Lettre ouverte à M. Henri Konan Bédié, Président du PDCI RDA

Samedi 23 Avril 2016 - 21:18


Henri Konan Bédié, président du PDCI-RDA
Henri Konan Bédié, président du PDCI-RDA
Monsieur le président, assis dans mon camion, je me suis arrêté à Palaiseau une banlieue proche de Paris avec un beau soleil d’Afrique, qui me permet de contempler la verdure naissante de ce paysage longtemps emprisonnée par la période d’hiver qui me donne cette occasion unique de m’adresser à vous. Monsieur le président, vous savez  très bien que votre personne m’a toujours fasciné et je n’ai de cesse de  vous admirer.
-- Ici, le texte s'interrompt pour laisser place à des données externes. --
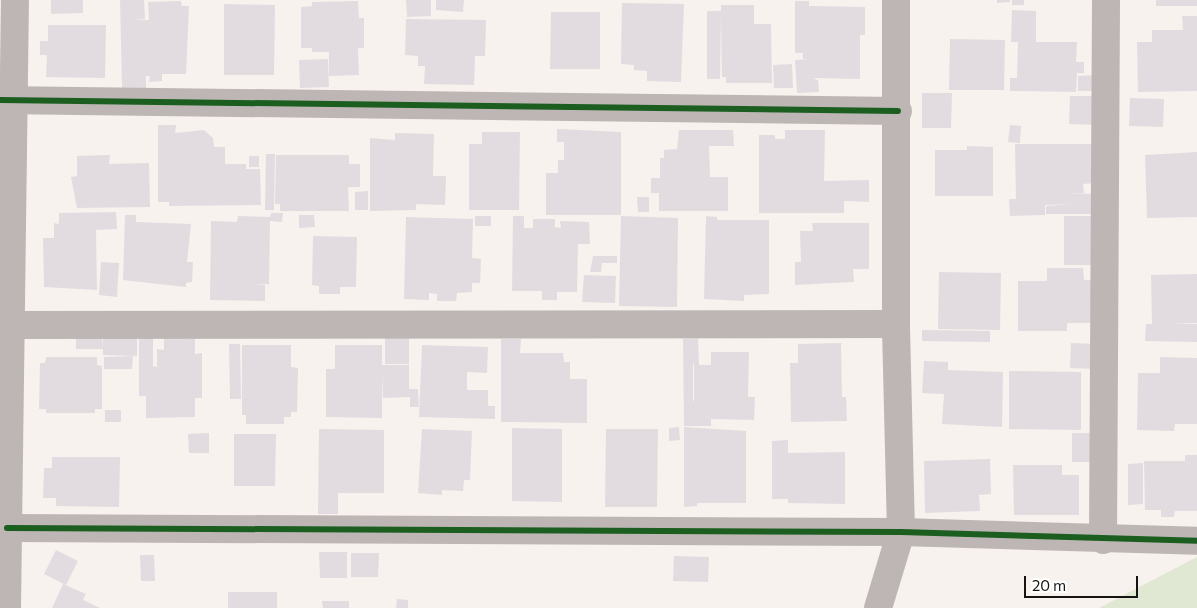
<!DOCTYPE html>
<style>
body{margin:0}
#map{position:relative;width:1197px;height:608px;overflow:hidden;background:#f7f2ed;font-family:Commissioner,sans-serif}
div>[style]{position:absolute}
.green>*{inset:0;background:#e0e7d3}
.building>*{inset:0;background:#e2dce1}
.street>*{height:28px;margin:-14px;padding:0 14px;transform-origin:14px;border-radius:14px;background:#bdb6b4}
.cycleway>*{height:6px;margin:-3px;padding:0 3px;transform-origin:3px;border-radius:3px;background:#1b5e20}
span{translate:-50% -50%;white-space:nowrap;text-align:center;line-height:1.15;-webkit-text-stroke:4px #fff;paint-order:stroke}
.scale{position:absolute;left:1024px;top:576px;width:114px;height:22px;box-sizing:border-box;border:2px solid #161310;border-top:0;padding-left:6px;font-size:15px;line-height:18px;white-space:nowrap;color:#161310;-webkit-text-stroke:4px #fff;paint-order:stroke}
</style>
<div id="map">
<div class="green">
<div style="clip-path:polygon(1197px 557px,1197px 608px,1099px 608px)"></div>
</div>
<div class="building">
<div style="clip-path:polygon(51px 0,83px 0,83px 13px,51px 14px)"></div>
<div style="clip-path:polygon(120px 0,144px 0,145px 19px,133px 20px,149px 20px,148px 2px,181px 1px,182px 6px,189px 6px,186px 74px,162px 74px,162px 81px,149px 82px,150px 76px,146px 76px,146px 88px,122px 88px)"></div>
<div style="clip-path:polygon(406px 0,431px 0,431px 16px,407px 17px)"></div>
<div style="clip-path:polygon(436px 0,464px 0,463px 12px,436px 10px)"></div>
<div style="clip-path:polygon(997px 0,1010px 0,1010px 2px,997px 3px)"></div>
<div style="clip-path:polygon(1012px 0,1024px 0,1024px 5px,1012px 5px)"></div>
<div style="clip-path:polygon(1156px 0,1197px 0,1197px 6px,1156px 6px)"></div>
<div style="clip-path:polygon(358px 1px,359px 18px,364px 18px,364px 48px,358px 48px,359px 75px,329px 76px,329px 52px,312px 52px,312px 48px,301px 48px,301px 7px,312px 6px,312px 2px)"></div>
<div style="clip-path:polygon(795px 1px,809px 1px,809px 6px,865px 7px,865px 35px,860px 35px,860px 79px,813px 78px,818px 80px,819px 92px,797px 93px,795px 60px,813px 59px,803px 59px,803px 53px,795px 53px)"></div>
<div style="clip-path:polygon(622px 3px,684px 4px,681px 82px,647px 81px,647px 71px,634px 70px,634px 65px,621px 64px)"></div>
<div style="clip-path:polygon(224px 4px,275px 5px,274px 75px,224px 75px)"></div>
<div style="clip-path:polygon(721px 5px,754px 5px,754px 24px,771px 24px,772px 83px,726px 83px,726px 77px,722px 77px,721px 15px,720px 79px,707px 79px,707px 11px,721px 11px)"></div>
<div style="clip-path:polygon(1012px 10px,1036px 11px,1036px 42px,1077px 42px,1076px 62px,1084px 62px,1084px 73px,1077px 73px,1076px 92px,1010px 91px,1010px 78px,1017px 78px,1018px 42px,1011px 42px)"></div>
<div style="clip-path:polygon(551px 12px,600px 12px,600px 69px,550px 69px)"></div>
<div style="clip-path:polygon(1182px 16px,1197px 16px,1197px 91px,1138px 92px,1137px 42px,1152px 42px,1152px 30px,1183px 30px)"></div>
<div style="clip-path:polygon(406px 19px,486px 20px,485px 56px,475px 56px,474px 85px,424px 84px,425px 66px,418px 66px,418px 56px,405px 55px)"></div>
<div style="clip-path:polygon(48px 25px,106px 25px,105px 78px,46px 77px,47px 55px,40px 55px,40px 41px,48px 41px)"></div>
<div style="clip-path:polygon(950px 39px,1005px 40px,1004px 90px,949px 90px)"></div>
<div style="clip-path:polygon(328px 59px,329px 87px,300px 88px,299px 60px)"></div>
<div style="clip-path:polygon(792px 64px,793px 88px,774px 88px,773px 65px)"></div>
<div style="clip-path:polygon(1099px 75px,1099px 91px,1078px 91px,1078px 76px)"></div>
<div style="clip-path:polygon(922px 93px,952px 93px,951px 128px,922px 128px)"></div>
<div style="clip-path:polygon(1070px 96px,1098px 96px,1098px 125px,1069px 124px)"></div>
<div style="clip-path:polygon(1130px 98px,1164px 99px,1163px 127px,1129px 126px)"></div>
<div style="clip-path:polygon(158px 125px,176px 125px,175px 133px,204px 130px,213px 138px,214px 147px,225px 147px,225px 164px,246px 164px,246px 169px,260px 169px,261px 205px,169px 206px,169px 202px,158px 202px)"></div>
<div style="clip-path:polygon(1010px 125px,1021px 126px,1020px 143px,1008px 142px)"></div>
<div style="clip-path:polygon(557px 129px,621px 132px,621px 215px,546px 215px,546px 173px,558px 173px,558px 160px,564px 160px,564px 142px,557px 142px)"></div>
<div style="clip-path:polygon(679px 130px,733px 130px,734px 146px,709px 146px,710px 177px,728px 177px,728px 211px,659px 211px,659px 193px,651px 193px,651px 178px,660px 178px,660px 158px,664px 158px,664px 150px,677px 149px)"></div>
<div style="clip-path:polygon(785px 130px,825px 130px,824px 181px,869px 180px,869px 202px,844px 201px,844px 213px,759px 213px,759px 135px,775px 135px,775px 139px,785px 139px)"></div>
<div style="clip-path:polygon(482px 132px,520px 132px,519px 210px,469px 210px,469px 144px,482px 144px)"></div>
<div style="clip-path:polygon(395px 133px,434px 134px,433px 176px,446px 176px,445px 205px,416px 204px,416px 210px,370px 211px,370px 138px,395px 140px)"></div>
<div style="clip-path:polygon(1015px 144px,1093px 144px,1094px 183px,1083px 184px,1084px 193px,1068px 193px,1094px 194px,1094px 214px,1046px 214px,1046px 206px,1073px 204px,1045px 205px,1045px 215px,1010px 216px,1009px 199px,1016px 199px)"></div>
<div style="clip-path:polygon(967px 146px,993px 147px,993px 196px,935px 196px,935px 150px,967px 150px)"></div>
<div style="clip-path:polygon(1197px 152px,1197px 217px,1147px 218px,1145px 155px)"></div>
<div style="clip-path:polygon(266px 154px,275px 154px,274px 210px,265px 210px)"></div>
<div style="clip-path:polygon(110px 155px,109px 164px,149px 163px,150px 207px,77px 208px,71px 177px,77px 176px,77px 156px)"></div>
<div style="clip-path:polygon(276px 155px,349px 155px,349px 164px,360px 164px,360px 187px,348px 187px,349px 211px,280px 211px,280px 204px,275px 204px)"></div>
<div style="clip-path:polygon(249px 156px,259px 156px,259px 167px,249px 167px)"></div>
<div style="clip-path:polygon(368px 191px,368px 210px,355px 210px,355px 192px)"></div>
<div style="clip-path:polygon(637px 197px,649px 197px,649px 212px,638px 212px)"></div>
<div style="clip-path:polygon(116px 212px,117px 229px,96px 230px,97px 290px,44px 287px,43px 238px,54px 238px,54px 223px,59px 224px,59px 213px)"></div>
<div style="clip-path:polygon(271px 213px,283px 213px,282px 222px,270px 221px,269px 284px,253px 284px,265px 285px,265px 301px,210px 300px,211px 221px,237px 222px,238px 216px,270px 217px)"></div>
<div style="clip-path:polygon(125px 215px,136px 215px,136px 222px,191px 224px,187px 262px,193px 262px,192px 282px,186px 283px,186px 287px,123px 280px)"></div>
<div style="clip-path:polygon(299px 215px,314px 215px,315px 227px,299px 228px)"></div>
<div style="clip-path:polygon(475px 216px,491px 216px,491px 226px,475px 226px)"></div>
<div style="clip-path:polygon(513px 216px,524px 216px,524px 228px,533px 228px,533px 219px,555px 219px,555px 227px,561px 228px,560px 221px,589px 222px,590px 244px,578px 244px,577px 292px,557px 292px,557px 300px,542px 300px,542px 291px,512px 291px)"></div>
<div style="clip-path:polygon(621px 216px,678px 218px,677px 307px,619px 306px)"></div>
<div style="clip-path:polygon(706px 216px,717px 217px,717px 220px,769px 220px,769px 294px,744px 295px,744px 301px,704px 299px)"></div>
<div style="clip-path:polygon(1064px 216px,1099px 216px,1098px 265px,1064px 265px)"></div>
<div style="clip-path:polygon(406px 217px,473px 219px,472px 258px,481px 259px,480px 283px,472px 283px,472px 292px,457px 293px,456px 301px,437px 301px,437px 294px,429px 293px,429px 300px,404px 299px)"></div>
<div style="clip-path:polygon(812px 223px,869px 223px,869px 269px,853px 269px,854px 282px,795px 285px,795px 262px,801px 262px,800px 231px,813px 231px)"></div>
<div style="clip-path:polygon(313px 236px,357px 237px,356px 287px,340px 287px,340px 294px,319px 294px,319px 286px,312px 285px)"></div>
<div style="clip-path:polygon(593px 256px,617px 256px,617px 263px,602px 263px,601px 272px,590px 272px)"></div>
<div style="clip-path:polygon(101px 262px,119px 263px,117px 297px,99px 295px)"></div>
<div style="clip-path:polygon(1047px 268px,1083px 268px,1084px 280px,1093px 280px,1093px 323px,1067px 323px,1067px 331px,1018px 331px,1018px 281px,1047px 281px)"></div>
<div style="clip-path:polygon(939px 272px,1001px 273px,1000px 330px,938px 329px)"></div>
<div style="clip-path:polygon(1197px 274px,1197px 323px,1170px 323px,1197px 324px,1197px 342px,1145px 341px,1146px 324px,1152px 324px,1151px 275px)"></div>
<div style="clip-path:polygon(584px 275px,616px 276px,615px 303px,582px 302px)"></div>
<div style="clip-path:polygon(922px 330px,990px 331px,990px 342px,922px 341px)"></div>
<div style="clip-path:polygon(76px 336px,102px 336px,103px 349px,76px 349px)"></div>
<div style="clip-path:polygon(164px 336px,195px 336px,195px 354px,202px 353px,202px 398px,195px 398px,195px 417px,146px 418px,146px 396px,139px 396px,139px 337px,153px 337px,153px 366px,157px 367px,157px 349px,164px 350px)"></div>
<div style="clip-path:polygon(103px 337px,137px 338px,137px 356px,103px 355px)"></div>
<div style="clip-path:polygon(409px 337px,409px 364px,385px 364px,385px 338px)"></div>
<div style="clip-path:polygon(evenodd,698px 338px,699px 365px,711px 365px,711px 352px,749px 352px,748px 397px,755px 397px,754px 420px,711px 419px,711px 426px,684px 426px,683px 339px,698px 338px,693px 364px,694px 364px,694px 401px,693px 401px,693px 364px)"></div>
<div style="clip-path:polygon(501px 339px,521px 339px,520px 353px,563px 353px,564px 362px,570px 362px,570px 379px,587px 379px,587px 423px,501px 422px)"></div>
<div style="clip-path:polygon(841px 343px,842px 397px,846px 397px,847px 421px,791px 422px,790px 363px,798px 363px,798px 344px)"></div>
<div style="clip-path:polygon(1071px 343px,1096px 344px,1095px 369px,1070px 368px)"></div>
<div style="clip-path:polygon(229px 344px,240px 344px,241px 399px,230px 399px)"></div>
<div style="clip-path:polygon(242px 345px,291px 345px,291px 367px,298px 368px,297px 412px,291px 412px,291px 417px,284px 417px,284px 424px,246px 424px,246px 415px,242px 415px)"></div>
<div style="clip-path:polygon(335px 345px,382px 345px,382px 365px,409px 365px,409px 389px,418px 389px,419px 407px,410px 407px,410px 397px,383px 398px,382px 374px,382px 418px,326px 417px,326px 369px,335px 369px)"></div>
<div style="clip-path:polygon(422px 345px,488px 347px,487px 373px,467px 372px,467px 390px,488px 390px,488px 406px,495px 406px,495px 419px,419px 417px)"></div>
<div style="clip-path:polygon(133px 356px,132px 369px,104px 369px,104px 357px)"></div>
<div style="clip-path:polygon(46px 357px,97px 357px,97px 365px,102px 366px,102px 409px,95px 409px,95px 413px,46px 413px,46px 409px,39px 409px,40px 363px,45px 363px)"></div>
<div style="clip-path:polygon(1160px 357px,1197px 358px,1197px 424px,1175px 424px,1174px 431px,1137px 430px,1138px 373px,1160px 373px)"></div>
<div style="clip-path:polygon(924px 361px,948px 362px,948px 370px,1003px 372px,1002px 427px,942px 424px,944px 394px,922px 393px)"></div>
<div style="clip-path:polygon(1009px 371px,1081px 372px,1081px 430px,1009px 429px)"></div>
<div style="clip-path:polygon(105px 410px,121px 410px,121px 422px,105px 422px)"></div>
<div style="clip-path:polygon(679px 427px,680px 440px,669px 441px,669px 428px)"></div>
<div style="clip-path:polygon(684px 427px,746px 431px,746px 503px,697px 503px,697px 506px,684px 507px)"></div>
<div style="clip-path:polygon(512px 428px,562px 429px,562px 502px,512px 501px)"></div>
<div style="clip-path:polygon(319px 429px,384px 430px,384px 493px,338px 493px,338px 514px,318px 514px)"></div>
<div style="clip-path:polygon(422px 429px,472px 431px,470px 480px,464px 480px,463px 491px,442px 490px,442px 495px,418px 493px)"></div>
<div style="clip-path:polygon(606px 429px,658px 429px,657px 507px,605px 507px)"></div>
<div style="clip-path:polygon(209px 433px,209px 453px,189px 453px,188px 434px)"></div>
<div style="clip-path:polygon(1072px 433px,1095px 433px,1094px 462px,1072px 462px)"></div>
<div style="clip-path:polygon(234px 434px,276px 434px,275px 486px,234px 486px)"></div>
<div style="clip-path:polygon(788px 440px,788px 453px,845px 452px,845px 504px,788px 503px,788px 478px,788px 499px,772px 499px,772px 441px)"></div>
<div style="clip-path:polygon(1185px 455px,1197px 455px,1197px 511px,1175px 511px,1174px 517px,1161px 517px,1161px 510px,1145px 510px,1144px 461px,1185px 461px)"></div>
<div style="clip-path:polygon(52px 457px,120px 457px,119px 507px,56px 506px,56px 498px,43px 498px,44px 468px,52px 468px)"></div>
<div style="clip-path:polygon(990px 459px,991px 494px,979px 495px,980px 511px,925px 513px,924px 461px)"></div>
<div style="clip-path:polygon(1143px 463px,1143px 504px,1128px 505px,1128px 464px)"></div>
<div style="clip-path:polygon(1013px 465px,1062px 465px,1062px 475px,1079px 475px,1079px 515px,1014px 515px)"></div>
<div style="clip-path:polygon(56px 550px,78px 561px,66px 585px,44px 574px)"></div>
<div style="clip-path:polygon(319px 552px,347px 552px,347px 578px,320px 578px)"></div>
<div style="clip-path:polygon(351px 553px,379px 553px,378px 577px,351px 577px)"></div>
<div style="clip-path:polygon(140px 555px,154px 555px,155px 581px,141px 581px)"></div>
<div style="clip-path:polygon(674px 556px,709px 557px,708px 582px,673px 581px)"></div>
<div style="clip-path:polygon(63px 584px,86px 594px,83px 600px,100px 608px,52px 608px)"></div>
<div style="clip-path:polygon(228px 592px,277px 592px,277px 608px,228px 608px)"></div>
<div style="clip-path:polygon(397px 599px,408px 600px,408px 608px,396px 608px)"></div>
<div style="clip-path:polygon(322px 601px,349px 601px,349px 608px,323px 608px)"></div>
</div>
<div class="street">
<div style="left:0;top:100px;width:898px;rotate:0.7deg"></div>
<div style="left:0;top:325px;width:896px;rotate:-0.06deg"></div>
<div style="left:7px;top:528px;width:894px;rotate:0.26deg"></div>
<div style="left:901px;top:532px;width:296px;rotate:1.7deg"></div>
<div style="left:1103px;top:540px;width:540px;rotate:-89.68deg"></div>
<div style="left:7px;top:608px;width:608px;rotate:-89.25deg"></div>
<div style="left:878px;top:608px;width:79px;rotate:-73.2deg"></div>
<div style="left:901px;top:532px;width:208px;rotate:-91.4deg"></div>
<div style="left:896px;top:324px;width:324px;rotate:-90deg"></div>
</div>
<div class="cycleway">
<div style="left:0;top:100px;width:898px;rotate:0.7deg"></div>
<div style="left:7px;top:528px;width:894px;rotate:0.26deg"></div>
<div style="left:901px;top:532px;width:296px;rotate:1.7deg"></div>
</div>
<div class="scale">20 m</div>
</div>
Tout jeune étudiant à Paris, vous faisiez de la libération de votre pays et de l’Afrique, un combat. J’ai rencontré un vieux malien ici, de votre génération qui vous connait très bien et quand il m’égrène vos qualités d’orateur, de sagesse et de courage, je  vous avoue que c’est avec fierté que je vais souvent l’écouter.

Ce que je vous fais aujourd’hui, vous l’avez fait subir au président Félix Houphouet Boigny quand vous trouviez  certaines de ses dérives antidémocratiques, cela ne voulait pas dire que vous ne l’aimiez pas.

Vous souvenez-vous, des pires moments inattendus que Ouattara vous a fait subir juste après la mort du président Houphouet ? Il ne voulait point respecter notre constitution et il vous a fait cette guerre que nous continuons d’en payer les prix. Vous avez  vu toute la côte d’Ivoire unie autour de vous et M. Ouattara venait de nous montrer son ingratitude et contre vents et marées, nous vous avions élu président à temps plein.

Souvenez-vous  aussi,  votre prénom Bédié, était devenu une doctrine où jaillirent, associations, clubs, groupements, mouvements politiques. Des amis et moi, Assouman Pierre, Kouakou Léandre avions créé l’ABCI, l’association des Bédieistes de Cote d’Ivoire. Ce que les ivoiriens ont fait pour vous, ils ne l’ont jamais unanimement fait à aucune personnalité de ce pays.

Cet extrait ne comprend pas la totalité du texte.